For each line of the listing that holds "webkit", show the full line.

Exercise inputs ▸
= = = = = = =
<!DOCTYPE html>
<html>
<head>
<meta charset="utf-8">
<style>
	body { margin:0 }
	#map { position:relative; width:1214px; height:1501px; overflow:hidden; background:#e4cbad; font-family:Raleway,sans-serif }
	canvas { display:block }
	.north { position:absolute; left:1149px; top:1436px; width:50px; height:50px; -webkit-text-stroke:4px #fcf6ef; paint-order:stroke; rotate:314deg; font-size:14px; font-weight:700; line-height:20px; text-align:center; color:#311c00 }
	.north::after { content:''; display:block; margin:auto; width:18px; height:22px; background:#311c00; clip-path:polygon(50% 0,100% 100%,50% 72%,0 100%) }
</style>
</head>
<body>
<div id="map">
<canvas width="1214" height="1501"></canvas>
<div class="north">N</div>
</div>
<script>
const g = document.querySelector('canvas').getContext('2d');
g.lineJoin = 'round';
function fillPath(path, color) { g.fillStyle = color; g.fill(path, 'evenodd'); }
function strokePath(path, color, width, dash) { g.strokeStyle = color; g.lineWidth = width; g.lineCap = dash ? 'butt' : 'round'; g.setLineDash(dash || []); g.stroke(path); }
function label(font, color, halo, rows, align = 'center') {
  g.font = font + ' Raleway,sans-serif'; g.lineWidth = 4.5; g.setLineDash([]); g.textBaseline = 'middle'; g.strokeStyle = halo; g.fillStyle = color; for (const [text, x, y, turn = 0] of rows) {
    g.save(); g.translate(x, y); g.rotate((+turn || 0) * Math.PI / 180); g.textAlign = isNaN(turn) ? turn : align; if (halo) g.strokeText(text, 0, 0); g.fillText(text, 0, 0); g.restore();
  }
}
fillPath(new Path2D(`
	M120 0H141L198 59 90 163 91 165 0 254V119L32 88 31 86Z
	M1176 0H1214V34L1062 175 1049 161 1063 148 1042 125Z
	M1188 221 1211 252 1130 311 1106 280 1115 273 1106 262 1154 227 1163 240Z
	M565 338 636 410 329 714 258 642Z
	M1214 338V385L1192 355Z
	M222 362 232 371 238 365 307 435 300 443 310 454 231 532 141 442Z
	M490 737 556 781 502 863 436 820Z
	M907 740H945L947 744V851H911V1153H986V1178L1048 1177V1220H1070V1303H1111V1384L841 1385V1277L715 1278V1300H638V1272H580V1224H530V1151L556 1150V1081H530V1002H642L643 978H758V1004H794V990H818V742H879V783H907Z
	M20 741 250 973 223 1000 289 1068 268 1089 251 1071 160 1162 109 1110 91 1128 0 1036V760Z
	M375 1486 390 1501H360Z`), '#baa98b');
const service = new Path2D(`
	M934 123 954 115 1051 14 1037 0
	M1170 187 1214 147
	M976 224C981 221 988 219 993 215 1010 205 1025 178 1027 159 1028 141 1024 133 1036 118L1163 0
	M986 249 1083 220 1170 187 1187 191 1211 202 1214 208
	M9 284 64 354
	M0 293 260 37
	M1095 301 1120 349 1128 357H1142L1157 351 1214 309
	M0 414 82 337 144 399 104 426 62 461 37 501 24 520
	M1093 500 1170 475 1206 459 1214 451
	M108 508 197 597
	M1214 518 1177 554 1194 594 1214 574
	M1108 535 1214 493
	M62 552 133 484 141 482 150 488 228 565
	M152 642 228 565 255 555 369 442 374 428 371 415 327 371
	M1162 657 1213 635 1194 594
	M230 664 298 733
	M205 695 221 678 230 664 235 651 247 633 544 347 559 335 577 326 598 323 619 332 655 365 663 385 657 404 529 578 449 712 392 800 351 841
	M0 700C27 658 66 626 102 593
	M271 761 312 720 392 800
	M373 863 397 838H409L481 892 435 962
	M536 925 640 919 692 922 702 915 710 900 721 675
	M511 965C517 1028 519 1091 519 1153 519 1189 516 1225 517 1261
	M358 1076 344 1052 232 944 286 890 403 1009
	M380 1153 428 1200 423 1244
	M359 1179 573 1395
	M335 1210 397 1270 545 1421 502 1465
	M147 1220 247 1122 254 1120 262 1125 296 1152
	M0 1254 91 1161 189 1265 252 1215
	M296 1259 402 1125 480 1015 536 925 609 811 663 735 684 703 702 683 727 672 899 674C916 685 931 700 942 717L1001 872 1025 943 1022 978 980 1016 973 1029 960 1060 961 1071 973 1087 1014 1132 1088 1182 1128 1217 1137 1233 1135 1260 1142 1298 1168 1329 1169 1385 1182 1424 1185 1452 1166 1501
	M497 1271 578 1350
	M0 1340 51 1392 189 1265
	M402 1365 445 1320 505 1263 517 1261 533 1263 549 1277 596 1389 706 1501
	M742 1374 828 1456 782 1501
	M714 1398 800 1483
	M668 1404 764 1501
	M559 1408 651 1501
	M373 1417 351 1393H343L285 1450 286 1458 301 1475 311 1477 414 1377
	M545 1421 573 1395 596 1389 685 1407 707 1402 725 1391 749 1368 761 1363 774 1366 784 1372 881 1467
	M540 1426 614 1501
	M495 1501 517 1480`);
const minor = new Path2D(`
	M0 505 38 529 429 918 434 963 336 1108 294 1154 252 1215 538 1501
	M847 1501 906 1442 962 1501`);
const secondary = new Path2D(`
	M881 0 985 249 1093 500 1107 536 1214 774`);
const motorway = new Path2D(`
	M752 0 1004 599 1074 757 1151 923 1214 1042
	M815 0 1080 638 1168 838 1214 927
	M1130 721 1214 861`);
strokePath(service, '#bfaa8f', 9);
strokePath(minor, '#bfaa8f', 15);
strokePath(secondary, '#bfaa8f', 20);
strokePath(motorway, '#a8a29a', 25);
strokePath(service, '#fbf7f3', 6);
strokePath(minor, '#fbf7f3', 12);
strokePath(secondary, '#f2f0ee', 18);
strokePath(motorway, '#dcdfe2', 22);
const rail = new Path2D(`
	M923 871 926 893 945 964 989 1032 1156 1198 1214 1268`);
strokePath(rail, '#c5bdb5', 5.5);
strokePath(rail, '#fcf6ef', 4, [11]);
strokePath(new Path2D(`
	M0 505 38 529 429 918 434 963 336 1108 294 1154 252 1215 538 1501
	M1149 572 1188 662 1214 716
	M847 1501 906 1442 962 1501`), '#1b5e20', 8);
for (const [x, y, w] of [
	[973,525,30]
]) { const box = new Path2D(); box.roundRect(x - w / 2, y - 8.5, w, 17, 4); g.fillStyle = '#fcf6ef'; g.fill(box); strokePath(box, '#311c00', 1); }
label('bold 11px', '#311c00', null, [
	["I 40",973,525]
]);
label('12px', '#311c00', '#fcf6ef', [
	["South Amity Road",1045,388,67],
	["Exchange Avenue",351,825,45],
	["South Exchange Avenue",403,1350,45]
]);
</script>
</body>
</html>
= = = = = = =
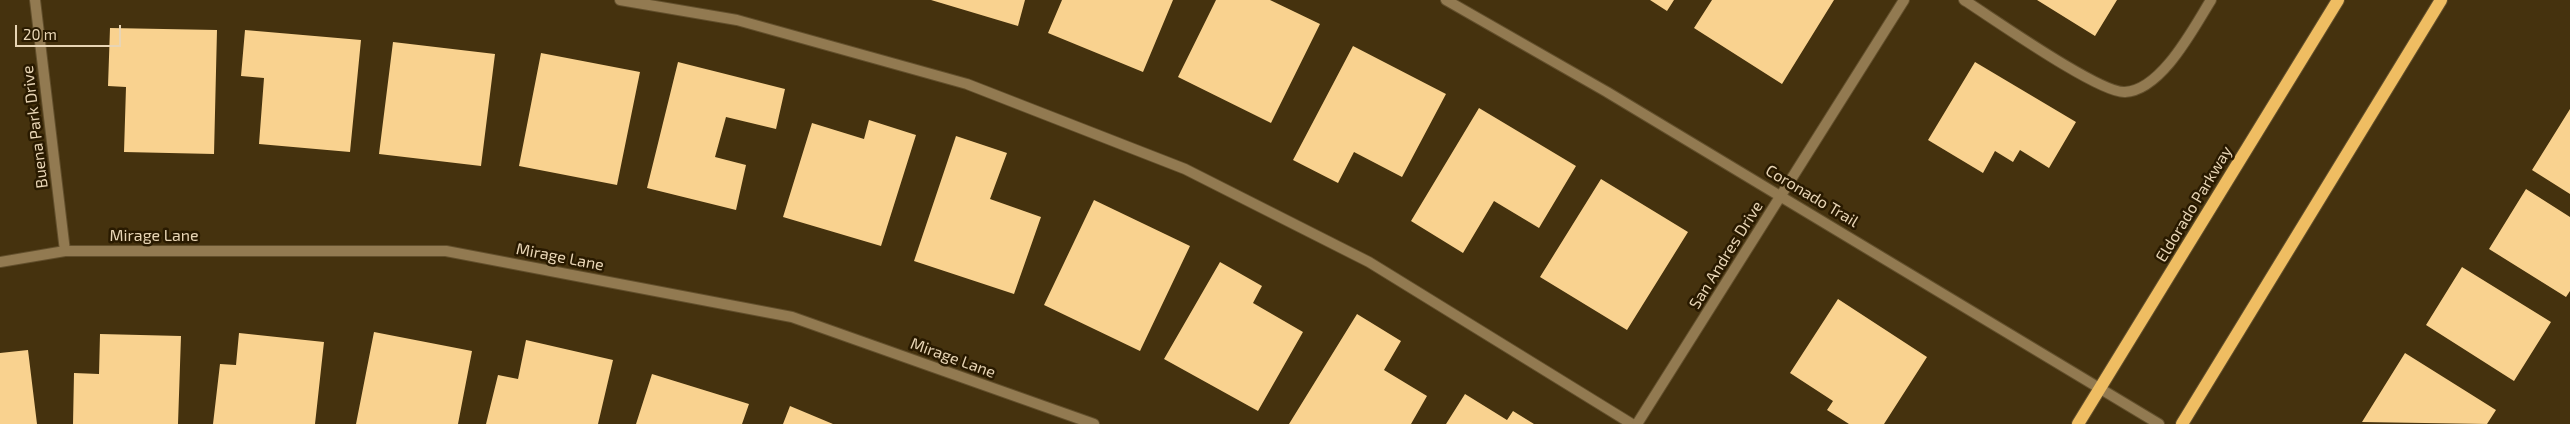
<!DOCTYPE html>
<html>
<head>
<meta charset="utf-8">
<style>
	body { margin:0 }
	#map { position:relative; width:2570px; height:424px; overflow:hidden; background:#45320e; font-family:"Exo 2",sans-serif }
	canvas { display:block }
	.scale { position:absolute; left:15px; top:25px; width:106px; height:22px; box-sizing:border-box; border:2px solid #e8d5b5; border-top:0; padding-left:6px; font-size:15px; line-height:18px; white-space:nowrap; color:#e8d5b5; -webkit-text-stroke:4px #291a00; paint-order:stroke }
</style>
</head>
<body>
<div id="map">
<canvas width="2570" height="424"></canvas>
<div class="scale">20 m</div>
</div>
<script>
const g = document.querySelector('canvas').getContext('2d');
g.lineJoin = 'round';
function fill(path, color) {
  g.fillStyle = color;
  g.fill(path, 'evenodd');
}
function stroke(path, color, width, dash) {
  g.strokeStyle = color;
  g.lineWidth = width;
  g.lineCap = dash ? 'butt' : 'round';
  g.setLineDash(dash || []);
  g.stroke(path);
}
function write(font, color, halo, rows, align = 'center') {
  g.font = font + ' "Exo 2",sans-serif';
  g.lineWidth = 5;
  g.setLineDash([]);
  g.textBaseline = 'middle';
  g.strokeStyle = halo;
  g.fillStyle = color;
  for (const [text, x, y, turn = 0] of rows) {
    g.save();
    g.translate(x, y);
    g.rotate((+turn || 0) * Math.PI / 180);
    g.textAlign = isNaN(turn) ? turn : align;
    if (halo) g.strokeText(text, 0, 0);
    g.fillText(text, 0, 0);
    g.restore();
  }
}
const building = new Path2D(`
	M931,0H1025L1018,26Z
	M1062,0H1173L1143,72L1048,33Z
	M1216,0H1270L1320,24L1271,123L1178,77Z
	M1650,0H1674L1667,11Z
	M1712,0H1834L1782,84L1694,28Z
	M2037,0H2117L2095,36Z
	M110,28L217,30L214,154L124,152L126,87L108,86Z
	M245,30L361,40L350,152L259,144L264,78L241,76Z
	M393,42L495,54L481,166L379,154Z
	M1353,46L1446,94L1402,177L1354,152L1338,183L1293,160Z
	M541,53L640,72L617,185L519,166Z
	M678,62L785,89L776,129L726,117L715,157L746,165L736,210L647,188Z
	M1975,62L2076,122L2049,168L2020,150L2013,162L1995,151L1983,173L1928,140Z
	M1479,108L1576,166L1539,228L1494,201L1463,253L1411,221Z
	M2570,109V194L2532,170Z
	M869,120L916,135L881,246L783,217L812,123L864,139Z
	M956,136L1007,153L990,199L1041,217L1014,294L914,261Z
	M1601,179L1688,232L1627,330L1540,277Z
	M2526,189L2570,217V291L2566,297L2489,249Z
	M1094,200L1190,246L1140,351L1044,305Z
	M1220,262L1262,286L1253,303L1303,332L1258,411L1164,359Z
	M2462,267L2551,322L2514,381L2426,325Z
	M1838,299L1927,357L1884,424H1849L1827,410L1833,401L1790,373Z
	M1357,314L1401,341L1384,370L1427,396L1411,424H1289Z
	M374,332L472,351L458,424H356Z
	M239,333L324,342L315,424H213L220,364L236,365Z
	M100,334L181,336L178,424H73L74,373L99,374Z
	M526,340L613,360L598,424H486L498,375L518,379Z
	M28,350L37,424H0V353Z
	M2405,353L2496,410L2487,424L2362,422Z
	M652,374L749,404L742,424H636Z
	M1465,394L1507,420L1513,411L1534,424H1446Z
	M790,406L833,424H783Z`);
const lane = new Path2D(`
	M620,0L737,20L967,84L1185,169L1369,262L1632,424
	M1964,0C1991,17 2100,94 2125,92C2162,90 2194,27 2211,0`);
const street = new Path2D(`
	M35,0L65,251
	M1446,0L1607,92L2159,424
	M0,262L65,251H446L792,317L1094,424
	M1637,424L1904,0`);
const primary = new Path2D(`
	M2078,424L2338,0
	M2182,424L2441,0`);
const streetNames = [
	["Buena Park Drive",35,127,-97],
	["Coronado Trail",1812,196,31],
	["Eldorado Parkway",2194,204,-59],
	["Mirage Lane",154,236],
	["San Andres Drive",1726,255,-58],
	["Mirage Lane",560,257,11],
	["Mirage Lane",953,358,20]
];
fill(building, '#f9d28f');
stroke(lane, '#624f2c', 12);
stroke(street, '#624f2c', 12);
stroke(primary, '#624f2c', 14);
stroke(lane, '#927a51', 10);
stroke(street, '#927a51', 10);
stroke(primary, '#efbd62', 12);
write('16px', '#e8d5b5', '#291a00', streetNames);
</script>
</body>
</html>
= = = = = = =
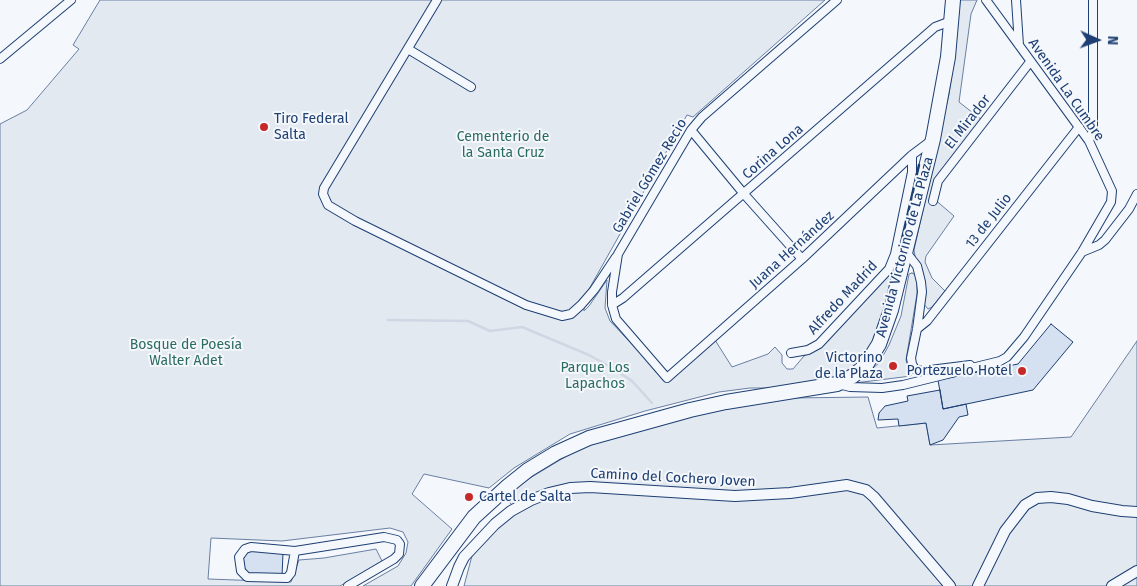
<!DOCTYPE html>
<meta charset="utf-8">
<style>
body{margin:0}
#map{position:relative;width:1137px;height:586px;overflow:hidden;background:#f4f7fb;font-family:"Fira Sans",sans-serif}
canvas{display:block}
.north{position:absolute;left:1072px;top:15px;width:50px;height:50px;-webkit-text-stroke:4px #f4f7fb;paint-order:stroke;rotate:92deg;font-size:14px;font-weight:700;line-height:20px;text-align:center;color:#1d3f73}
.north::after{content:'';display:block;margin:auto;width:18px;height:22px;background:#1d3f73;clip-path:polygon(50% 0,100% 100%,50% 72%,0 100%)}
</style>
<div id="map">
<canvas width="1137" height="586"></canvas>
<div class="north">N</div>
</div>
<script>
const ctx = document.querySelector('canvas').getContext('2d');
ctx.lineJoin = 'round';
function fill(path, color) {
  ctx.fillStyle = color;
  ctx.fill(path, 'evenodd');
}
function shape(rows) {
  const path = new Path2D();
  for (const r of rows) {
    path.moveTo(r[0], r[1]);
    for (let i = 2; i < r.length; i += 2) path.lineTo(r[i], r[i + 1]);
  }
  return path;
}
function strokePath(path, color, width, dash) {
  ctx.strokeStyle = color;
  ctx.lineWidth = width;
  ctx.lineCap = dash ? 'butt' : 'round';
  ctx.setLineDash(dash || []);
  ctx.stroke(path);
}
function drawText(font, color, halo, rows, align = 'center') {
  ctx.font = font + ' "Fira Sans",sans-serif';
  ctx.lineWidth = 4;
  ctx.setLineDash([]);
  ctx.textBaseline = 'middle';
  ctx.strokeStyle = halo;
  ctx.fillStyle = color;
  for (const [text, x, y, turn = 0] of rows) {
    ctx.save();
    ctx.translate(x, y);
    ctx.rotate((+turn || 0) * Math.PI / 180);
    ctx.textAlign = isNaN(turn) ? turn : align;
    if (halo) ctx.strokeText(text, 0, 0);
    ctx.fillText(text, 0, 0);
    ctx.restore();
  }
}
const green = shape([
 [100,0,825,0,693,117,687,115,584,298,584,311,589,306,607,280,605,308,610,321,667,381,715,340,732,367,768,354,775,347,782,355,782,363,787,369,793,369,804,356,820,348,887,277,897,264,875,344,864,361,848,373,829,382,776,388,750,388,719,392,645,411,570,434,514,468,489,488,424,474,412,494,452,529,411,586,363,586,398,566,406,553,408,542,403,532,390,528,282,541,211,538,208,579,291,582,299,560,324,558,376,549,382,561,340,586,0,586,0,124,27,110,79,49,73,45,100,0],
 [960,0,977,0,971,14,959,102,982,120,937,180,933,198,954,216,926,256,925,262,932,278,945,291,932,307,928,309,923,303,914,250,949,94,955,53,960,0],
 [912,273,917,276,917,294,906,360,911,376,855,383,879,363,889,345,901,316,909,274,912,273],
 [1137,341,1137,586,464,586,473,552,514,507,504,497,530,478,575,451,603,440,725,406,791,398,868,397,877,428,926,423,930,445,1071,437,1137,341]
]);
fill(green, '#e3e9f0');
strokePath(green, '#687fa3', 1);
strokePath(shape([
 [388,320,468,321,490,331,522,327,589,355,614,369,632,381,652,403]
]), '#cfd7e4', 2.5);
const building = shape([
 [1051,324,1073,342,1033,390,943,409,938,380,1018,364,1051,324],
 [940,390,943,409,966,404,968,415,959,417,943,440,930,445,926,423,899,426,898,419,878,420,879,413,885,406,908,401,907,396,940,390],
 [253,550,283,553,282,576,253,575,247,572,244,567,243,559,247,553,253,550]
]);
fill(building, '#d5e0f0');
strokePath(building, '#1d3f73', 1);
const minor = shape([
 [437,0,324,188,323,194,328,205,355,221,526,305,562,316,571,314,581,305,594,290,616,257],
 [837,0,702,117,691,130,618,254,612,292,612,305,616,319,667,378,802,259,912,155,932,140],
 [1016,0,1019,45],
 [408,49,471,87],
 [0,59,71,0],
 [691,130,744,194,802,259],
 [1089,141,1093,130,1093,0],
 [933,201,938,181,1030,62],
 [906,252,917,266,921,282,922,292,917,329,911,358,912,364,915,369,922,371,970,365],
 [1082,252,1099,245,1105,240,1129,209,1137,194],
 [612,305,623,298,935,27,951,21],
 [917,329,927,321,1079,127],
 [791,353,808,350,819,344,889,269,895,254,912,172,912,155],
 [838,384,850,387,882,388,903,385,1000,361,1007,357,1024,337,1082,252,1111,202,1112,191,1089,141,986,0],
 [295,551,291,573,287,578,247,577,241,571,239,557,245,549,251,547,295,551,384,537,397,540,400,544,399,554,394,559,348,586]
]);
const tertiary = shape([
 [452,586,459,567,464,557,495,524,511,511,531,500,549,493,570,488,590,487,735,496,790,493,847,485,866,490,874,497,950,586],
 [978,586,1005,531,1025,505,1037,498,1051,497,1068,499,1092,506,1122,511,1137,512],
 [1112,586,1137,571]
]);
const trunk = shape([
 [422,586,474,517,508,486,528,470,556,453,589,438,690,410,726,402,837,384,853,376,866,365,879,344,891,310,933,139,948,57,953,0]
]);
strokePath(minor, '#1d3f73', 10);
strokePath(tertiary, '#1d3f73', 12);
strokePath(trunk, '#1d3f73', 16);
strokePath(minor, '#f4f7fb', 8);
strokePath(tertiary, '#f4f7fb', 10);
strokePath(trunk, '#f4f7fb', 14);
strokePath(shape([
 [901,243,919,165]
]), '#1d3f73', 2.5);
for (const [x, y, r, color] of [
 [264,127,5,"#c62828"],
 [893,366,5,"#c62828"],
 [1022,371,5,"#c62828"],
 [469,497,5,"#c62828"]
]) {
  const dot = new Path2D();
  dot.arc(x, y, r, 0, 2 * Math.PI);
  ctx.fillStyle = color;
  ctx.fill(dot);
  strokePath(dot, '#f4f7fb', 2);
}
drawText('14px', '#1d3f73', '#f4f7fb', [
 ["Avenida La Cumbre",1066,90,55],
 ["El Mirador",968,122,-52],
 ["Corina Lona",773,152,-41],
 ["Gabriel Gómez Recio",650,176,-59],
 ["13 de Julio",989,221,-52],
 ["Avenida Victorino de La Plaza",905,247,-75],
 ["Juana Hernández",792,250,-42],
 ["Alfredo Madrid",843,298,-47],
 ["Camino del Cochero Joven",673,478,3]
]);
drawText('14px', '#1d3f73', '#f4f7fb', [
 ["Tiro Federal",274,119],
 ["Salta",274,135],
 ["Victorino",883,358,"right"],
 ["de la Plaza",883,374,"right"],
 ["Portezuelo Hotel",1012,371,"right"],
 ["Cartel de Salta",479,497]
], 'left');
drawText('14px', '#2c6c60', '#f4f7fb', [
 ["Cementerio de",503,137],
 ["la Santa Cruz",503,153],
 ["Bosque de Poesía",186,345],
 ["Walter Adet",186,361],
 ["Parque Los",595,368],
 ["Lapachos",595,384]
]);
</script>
= = = = = = =
Exercise solution ▸
	.north { position:absolute; left:1149px; top:1436px; width:50px; height:50px; -webkit-text-stroke:4px #fcf6ef; paint-order:stroke; rotate:314deg; font-size:14px; font-weight:700; line-height:20px; text-align:center; color:#311c00 }
	.scale { position:absolute; left:15px; top:25px; width:106px; height:22px; box-sizing:border-box; border:2px solid #e8d5b5; border-top:0; padding-left:6px; font-size:15px; line-height:18px; white-space:nowrap; color:#e8d5b5; -webkit-text-stroke:4px #291a00; paint-order:stroke }
.north{position:absolute;left:1072px;top:15px;width:50px;height:50px;-webkit-text-stroke:4px #f4f7fb;paint-order:stroke;rotate:92deg;font-size:14px;font-weight:700;line-height:20px;text-align:center;color:#1d3f73}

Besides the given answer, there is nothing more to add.